#### TASK ITEM
From the listing below, copy every line with the word "margin".

*** Block opens ***

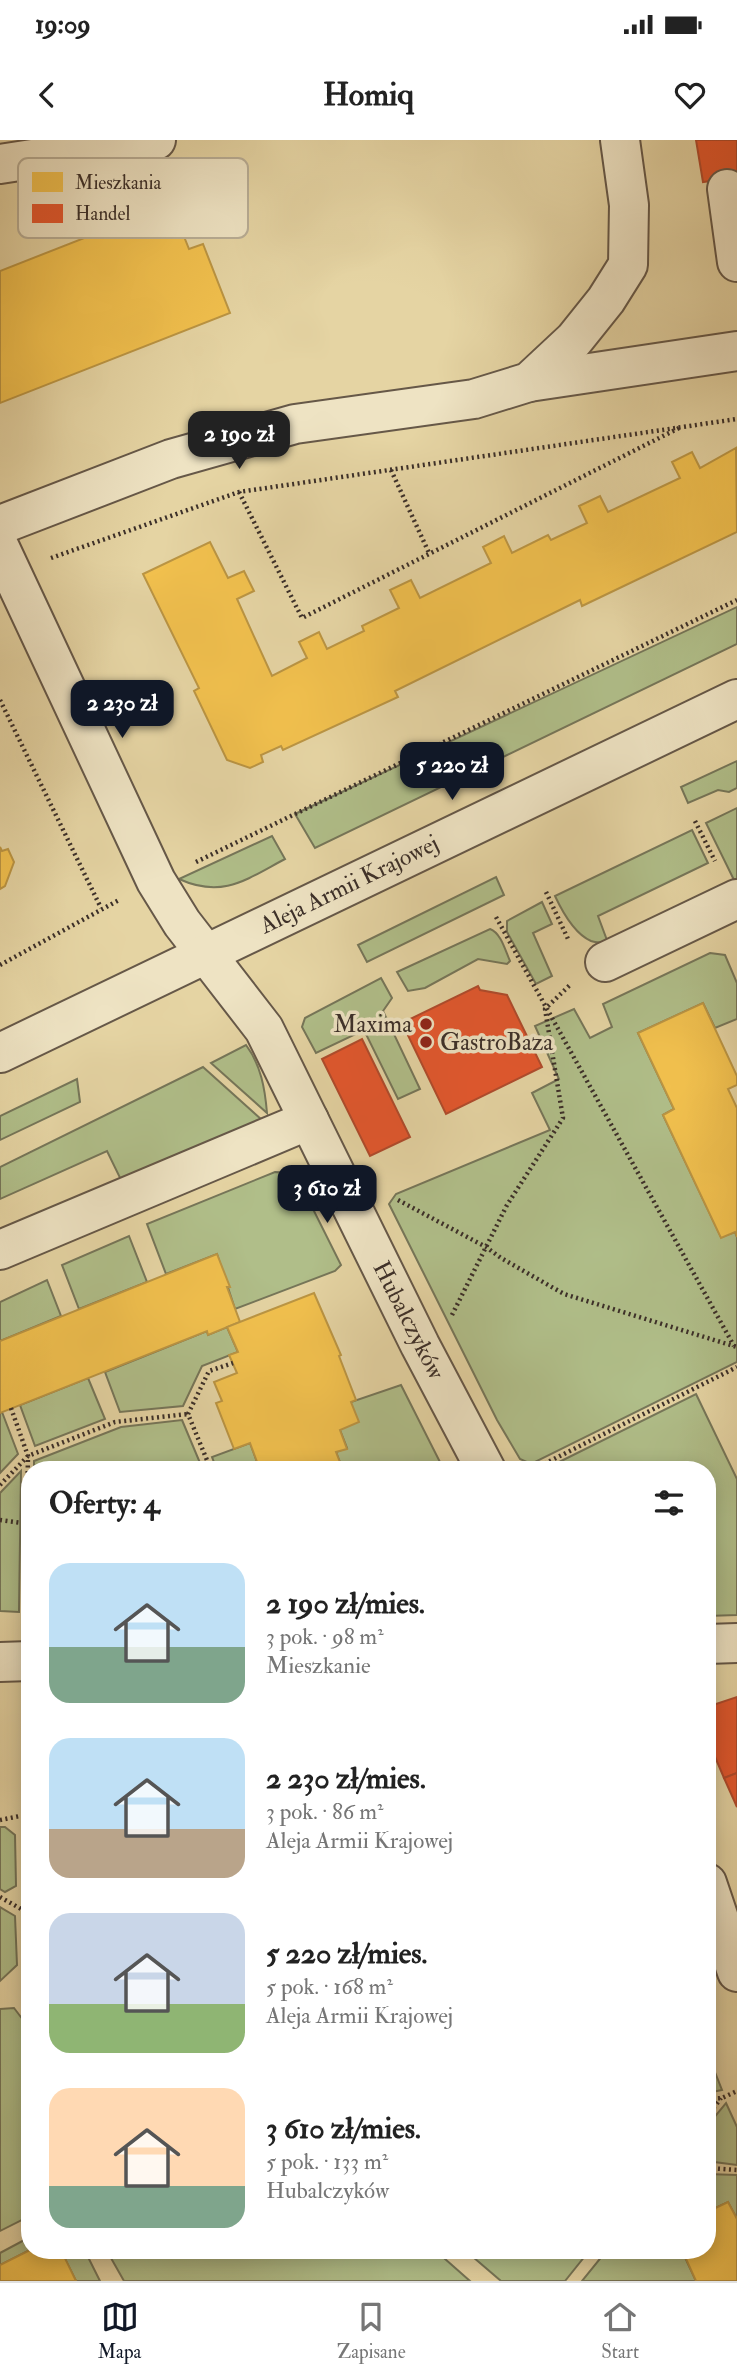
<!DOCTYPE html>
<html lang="pl">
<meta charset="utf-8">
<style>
:root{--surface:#fff;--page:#f2f2f2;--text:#222;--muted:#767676;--line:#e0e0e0;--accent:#111827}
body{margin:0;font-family:"IM FELL Double Pica",serif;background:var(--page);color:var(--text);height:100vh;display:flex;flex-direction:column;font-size:26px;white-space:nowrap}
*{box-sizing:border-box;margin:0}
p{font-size:23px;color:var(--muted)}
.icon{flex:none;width:38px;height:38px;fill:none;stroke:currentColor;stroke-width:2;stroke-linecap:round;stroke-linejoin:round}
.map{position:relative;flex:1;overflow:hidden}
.details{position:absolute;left:21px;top:1321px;width:695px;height:798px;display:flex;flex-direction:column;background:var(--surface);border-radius:28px;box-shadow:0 4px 18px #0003}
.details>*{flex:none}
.price{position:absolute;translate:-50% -60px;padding:0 16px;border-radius:14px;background:var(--accent);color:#fff;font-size:23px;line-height:46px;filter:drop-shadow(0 2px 4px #0008)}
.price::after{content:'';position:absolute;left:50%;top:42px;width:21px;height:16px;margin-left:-10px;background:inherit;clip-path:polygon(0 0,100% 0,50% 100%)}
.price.current{background:#222;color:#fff}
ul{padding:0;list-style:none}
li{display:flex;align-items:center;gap:21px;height:175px;padding:0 28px}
li span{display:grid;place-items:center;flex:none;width:196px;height:140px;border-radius:21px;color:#555}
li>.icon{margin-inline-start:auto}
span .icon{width:84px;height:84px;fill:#fffc;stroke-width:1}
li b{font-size:30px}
h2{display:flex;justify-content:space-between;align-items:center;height:84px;padding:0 28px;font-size:30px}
.status{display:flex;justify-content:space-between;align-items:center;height:49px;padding:0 35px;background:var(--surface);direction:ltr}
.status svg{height:19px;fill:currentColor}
header{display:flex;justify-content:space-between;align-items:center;height:91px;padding:0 28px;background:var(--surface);font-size:32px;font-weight:700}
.tabs{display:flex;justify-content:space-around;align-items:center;height:98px;border-top:2px solid var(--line);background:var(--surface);font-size:19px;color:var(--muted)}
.tabs a{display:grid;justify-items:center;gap:4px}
.tabs .current{color:var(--accent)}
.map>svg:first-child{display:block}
</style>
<div class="status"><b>19:09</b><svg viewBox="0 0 49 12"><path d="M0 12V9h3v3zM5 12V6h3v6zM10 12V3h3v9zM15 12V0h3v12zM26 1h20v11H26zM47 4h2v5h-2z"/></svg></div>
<header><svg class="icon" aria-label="back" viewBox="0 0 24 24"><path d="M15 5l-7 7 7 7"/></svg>Homiq<svg class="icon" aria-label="heart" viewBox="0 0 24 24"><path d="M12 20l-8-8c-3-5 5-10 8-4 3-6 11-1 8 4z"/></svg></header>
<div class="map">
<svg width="737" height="2141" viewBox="0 0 737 2141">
<rect width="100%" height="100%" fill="#e5d4a3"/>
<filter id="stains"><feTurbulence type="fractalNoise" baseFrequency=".00286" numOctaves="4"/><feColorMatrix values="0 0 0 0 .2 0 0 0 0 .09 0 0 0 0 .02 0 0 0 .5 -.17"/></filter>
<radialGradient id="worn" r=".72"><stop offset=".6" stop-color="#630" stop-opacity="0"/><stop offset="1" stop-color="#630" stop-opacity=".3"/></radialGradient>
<g fill="#b0be89" stroke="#767659" stroke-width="2">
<path d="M737,467V504L315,708L295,674Z"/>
<path d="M737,621V648L729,652L718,650L688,663L681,647Z"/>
<path d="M737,668V739L734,740L706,683Z"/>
<path d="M692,690L708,723L598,776L608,803C603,802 596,803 591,801C575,794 562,771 555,756Z"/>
<path d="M272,696L285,719C247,739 223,759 179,739Z"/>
<path d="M496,737L504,755L367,822L358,805Z"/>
<path d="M542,762L552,784L533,793L552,836L536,844L507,792V781Z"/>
<path d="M490,789C501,793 505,810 510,821L507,824L478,819L425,848L408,851L397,832Z"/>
<path d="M710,813L725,815L737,843V879L715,888L703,863L638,893L674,969L663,975L721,1097L735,1092L737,1097V1222L531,1324L520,1319L497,1280L389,1064L396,1054L550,990L532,953L559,939L535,886L574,869L590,898L612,887L603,864Z"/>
<path d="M381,838L392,858L383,871L420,949L398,959L364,890L316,913L302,887L305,878Z"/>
<path d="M246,905C261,925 265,949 267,973L211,923Z"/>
<path d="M203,927L262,980L124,1046L107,1011L0,1059V1027Z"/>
<path d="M77,939L80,962L0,1000V976Z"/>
<path d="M275,1032C287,1032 293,1035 301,1045L341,1125L335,1131L235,1169L217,1114L166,1134L147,1084Z"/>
<path d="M129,1096L147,1142L79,1169L62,1125Z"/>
<path d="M47,1140L61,1176L0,1201V1162Z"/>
<path d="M227,1187L238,1212L202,1226L183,1266L120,1272L105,1232L207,1191L208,1195Z"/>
<path d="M88,1238L105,1279L35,1306L20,1265Z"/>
<path d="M401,1245L444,1330H343L336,1312L347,1308L340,1290L351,1262Z"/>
<path d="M696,1254L737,1339V1475L707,1476V1330H543Z"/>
<path d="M2,1272L18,1314L0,1333V1273Z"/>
<path d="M182,1280L203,1330H34V1321L121,1287Z"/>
<path d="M250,1303L260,1330H217L212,1317Z"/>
<path d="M21,1331L19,1472L0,1471V1353Z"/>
<path d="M0,1687H5L15,1695L16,1746L5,1752L0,1749Z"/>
<path d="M0,1767L15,1776L17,1825L0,1841Z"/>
<path d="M14,1868L30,1889V2076L0,2091V1869Z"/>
<path d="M707,1912L722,1950L707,1953Z"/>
<path d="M726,1963L737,1987V2025L707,2021V1986Z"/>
<path d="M707,2034L737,2035V2079L728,2062L707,2072Z"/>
<path d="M30,2097V2110L0,2125V2113Z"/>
<path d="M607,2110L682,2111L696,2141H582Z"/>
<path d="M61,2111H85L100,2141H76Z"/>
<path d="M107,2111H436L470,2141H124Z"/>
<path d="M466,2111H589L565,2141H501Z"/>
</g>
<g fill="#f2c14e" stroke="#bb9543" stroke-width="2">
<path d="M171,64L189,109L203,104L230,173L0,263V131Z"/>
<path d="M736,308L737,392L582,466L580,460L395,551L398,557L283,610L281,606L261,615L263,622L250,628L227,620L194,551L199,548L143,434L210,402L228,438L244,431L254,451L237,459L272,536L307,518L299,502L319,492L327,509L364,491L362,486L399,468L390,450L411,440L420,458L491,423L483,407L504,396L512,413L548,395L551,400L587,383L579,366L600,356L608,372L680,338L672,322L692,312L700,328Z"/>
<path d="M0,707L2,711L8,709L14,722L5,746L0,749Z"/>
<path d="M703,863L737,936V945L728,949L737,968V1097L735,1092L721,1098L663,975L674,969L638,893Z"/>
<path d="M217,1114L230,1147H227L240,1182L208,1195L207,1191L0,1273V1201Z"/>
<path d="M314,1153L341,1215L339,1216L356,1260L351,1262L359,1282L340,1290L347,1309L336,1312L343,1330H260L250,1303L234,1309L216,1263L222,1261L214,1242L237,1233L229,1215L238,1212L227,1187Z"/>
<path d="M728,2062L737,2079V2141H696L682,2110H707V2072Z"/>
<path d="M30,2110H61L76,2141H0V2125Z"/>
</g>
<g fill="#e4572e" stroke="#b14b2c" stroke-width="2">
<path d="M696,0H737V37L703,42Z"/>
<path d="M478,846L480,850L507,855L542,927L446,974L402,883Z"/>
<path d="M362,899L410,997L370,1016L322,919Z"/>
<path d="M737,1557V1633L724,1638L707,1598V1567Z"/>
<path d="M737,1633V1667L724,1638Z"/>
</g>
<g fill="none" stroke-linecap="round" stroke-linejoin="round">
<g stroke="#665848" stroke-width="42">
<g id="minor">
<path d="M0,24L156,0"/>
<path d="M727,49L737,122"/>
<path d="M529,242L737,211"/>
<path d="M0,385L171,319L295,284L474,259L529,242L574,200L606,160L628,125L629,65L620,0"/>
<path d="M0,408L156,741L182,783L264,889L420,1205L486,1330"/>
<path d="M605,822L737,759"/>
<path d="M0,913L737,559"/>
<path d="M0,1110L309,980"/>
<path d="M707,1504L737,1503"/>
<path d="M0,1522L30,1521"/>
<path d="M707,1743L737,1832"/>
</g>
</g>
<g stroke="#3b2f29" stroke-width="4.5" stroke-dasharray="2 3.5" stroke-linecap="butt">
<path d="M391,330L429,413"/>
<path d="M239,352L302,478L679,288"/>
<path d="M51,418L239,352L737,279"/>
<path d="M0,560L101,768"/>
<path d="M695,681L715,721"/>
<path d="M196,722L737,460"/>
<path d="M546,752L568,799"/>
<path d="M496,777L734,1206"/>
<path d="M0,825L119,760"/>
<path d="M398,1060L486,1107L501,1118L564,1154L737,1207"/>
<path d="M452,1175L507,1065L563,978L545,869L571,844"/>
<path d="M11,1268L28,1316L25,1478"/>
<path d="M529,1329L536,1328L737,1227"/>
<path d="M211,1330L188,1274L209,1231L233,1223"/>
<path d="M0,1345L28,1316L115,1282L188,1274"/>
<path d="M0,1380L30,1384"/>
<path d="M0,1680L30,1674"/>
<path d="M0,1757L30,1774"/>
<path d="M707,1959L722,1958L737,1951"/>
<path d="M707,1977L721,1958"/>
<path d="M707,2028L737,2030"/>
</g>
<use href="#minor" stroke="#eee3c3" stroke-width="38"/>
</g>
<g fill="#8f2418" stroke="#eee3c3" stroke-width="2.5">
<circle cx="426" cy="884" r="7"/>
<circle cx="426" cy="902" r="7"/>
</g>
<g text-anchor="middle" stroke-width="7" stroke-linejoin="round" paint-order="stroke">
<g font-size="24" fill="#3b2f29" stroke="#eee3c3">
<text transform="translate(349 744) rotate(-26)" y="8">Aleja Armii Krajowej</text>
<text transform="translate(409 1180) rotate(63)" y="8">Hubalczyków</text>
</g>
<g font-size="24" fill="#3b2f29" stroke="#eee3c3" text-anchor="end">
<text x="412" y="892">Maxima</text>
<text x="440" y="910" text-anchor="start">GastroBaza</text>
</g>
</g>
<rect x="18" y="18" width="230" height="80" rx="10" fill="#eee3c3" stroke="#b8ad95" stroke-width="2"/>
<rect x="32" y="32" width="31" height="20" fill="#f2c14e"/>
<rect x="32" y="64" width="31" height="19" fill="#e4572e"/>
<g font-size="19" fill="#3b2f29">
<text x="75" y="49">Mieszkania</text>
<text x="75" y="80">Handel</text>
</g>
<rect width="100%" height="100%" filter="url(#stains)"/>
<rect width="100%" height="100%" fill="url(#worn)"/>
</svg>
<b class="price current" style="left:239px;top:331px">2 190 zł</b>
<b class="price" style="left:122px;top:600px">2 230 zł</b>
<b class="price" style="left:452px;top:662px">5 220 zł</b>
<b class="price" style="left:327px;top:1085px">3 610 zł</b>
<section class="details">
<h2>Oferty: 4<svg class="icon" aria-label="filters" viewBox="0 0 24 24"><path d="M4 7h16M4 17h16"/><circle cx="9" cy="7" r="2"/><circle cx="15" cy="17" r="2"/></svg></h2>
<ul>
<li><span style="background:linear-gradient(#bfe0f5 60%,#7fa58c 0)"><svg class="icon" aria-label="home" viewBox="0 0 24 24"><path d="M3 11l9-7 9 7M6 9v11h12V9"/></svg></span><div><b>2 190 zł/mies.</b><p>3 pok. · 98 m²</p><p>Mieszkanie</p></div></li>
<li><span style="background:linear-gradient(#bfe0f5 65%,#b9a48a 0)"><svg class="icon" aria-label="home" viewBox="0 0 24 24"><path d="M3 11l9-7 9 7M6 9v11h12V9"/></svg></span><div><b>2 230 zł/mies.</b><p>3 pok. · 86 m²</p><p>Aleja Armii Krajowej</p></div></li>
<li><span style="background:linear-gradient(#c9d6e8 65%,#8fb573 0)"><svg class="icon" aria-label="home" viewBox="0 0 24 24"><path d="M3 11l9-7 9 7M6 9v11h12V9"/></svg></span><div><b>5 220 zł/mies.</b><p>5 pok. · 168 m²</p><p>Aleja Armii Krajowej</p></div></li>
<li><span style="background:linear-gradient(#ffd9b3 70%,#7fa58c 0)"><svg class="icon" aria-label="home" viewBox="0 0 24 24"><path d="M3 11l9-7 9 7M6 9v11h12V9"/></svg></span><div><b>3 610 zł/mies.</b><p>5 pok. · 133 m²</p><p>Hubalczyków</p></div></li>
</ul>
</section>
</div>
<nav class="tabs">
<a class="current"><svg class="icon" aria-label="map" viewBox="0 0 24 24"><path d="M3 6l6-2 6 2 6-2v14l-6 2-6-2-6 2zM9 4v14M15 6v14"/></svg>Mapa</a>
<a><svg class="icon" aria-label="saved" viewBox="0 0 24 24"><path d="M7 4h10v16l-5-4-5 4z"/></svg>Zapisane</a>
<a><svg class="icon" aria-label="home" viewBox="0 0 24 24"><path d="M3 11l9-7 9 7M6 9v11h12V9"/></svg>Start</a>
</nav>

*** Block closes ***

#### COMPLETED EXERCISE
body{margin:0;font-family:"IM FELL Double Pica",serif;background:var(--page);color:var(--text);height:100vh;display:flex;flex-direction:column;font-size:26px;white-space:nowrap}
*{box-sizing:border-box;margin:0}
.price::after{content:'';position:absolute;left:50%;top:42px;width:21px;height:16px;margin-left:-10px;background:inherit;clip-path:polygon(0 0,100% 0,50% 100%)}
li>.icon{margin-inline-start:auto}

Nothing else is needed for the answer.